Your assignment = Locate the string "Qingxi" in the listing below. Copy every line where it is found.

Source records =

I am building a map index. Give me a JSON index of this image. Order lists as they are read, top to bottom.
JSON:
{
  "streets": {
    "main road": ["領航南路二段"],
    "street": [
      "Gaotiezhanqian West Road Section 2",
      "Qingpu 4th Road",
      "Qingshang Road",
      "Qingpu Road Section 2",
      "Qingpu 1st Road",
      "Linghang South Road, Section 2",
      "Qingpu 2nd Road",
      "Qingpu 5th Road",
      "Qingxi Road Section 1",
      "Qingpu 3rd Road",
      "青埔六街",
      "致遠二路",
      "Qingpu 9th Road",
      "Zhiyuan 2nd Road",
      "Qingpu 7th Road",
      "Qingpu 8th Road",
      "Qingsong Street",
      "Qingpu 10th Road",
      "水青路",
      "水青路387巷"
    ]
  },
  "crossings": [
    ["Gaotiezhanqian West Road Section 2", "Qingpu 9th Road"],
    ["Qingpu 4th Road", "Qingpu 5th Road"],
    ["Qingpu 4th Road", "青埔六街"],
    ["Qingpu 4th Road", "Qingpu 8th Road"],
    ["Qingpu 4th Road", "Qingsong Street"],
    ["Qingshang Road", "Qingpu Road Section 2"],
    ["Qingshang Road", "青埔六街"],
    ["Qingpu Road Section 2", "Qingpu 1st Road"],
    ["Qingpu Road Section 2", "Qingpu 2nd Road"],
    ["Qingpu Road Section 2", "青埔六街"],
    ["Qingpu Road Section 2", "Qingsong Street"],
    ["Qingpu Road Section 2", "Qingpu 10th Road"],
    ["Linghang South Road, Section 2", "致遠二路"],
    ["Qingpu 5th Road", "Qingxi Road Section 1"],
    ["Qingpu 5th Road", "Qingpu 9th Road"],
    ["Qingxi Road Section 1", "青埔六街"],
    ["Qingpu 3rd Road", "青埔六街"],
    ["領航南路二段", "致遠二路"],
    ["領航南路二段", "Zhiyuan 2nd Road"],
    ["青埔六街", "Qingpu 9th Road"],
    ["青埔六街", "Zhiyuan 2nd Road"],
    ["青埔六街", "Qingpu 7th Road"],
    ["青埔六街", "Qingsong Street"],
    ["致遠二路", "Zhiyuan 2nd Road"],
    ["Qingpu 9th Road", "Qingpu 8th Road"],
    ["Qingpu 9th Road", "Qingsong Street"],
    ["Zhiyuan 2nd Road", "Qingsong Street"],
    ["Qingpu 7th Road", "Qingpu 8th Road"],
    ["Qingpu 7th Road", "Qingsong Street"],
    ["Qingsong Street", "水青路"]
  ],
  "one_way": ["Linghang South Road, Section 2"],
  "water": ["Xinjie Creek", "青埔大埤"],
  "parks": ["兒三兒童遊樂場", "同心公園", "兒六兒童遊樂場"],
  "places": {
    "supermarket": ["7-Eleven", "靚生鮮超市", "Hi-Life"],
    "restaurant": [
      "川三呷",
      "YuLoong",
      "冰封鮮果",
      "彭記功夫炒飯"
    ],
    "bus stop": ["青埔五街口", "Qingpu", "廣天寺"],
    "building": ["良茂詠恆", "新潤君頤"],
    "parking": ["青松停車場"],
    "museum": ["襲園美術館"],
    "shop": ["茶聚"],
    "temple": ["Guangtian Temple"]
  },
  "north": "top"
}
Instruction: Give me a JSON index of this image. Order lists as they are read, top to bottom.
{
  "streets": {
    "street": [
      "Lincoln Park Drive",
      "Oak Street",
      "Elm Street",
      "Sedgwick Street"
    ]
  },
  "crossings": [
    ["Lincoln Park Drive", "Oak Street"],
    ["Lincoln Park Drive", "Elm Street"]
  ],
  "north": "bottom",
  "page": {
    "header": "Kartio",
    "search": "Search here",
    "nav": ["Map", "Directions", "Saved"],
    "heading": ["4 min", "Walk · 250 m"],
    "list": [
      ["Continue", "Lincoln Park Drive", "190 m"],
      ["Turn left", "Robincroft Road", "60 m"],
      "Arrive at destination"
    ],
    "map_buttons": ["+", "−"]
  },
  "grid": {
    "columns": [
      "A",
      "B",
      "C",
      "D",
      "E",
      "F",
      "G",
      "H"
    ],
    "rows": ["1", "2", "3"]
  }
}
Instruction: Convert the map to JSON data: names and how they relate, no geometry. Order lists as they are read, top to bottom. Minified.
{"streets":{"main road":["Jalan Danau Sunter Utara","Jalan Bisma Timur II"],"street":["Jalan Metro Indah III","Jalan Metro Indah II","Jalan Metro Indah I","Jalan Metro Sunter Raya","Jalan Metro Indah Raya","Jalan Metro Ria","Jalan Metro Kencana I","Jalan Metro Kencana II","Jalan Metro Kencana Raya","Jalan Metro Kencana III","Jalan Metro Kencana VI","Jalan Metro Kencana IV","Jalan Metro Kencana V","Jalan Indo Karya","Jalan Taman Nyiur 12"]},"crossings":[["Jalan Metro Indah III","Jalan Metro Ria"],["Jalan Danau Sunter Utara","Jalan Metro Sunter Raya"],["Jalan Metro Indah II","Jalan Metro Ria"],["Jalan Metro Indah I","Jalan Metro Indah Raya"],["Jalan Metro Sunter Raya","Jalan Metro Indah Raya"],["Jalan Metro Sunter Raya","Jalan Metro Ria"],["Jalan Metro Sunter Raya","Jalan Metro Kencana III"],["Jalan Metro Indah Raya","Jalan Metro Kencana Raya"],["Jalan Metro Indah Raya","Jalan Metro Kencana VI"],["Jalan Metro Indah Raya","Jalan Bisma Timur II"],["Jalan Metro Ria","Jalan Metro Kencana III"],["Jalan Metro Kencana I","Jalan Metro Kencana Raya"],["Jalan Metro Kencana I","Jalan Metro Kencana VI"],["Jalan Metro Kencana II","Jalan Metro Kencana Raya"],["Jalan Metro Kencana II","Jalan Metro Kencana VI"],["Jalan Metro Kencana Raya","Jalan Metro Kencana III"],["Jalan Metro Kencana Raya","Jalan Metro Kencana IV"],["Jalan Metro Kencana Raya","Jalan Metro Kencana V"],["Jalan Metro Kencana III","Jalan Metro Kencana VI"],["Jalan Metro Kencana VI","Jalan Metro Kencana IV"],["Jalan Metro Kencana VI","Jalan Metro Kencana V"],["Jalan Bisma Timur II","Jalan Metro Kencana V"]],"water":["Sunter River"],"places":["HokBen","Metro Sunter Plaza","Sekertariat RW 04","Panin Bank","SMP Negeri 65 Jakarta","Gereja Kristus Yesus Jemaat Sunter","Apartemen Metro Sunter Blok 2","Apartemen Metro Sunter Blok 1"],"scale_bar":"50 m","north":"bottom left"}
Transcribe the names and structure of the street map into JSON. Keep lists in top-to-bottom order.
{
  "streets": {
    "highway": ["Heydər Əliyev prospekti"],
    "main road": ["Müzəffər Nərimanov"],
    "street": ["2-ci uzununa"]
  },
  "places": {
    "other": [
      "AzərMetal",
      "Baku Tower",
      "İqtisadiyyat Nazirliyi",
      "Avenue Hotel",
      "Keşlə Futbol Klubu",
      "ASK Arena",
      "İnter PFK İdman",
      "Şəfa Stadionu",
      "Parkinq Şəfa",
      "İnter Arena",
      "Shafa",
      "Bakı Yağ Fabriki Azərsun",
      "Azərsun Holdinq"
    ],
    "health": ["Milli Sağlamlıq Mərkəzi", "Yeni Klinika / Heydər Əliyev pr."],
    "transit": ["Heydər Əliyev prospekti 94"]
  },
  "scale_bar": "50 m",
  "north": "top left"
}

Solved problem =
      "Qingxi Road Section 1",
    ["Qingpu 5th Road", "Qingxi Road Section 1"],
    ["Qingxi Road Section 1", "青埔六街"],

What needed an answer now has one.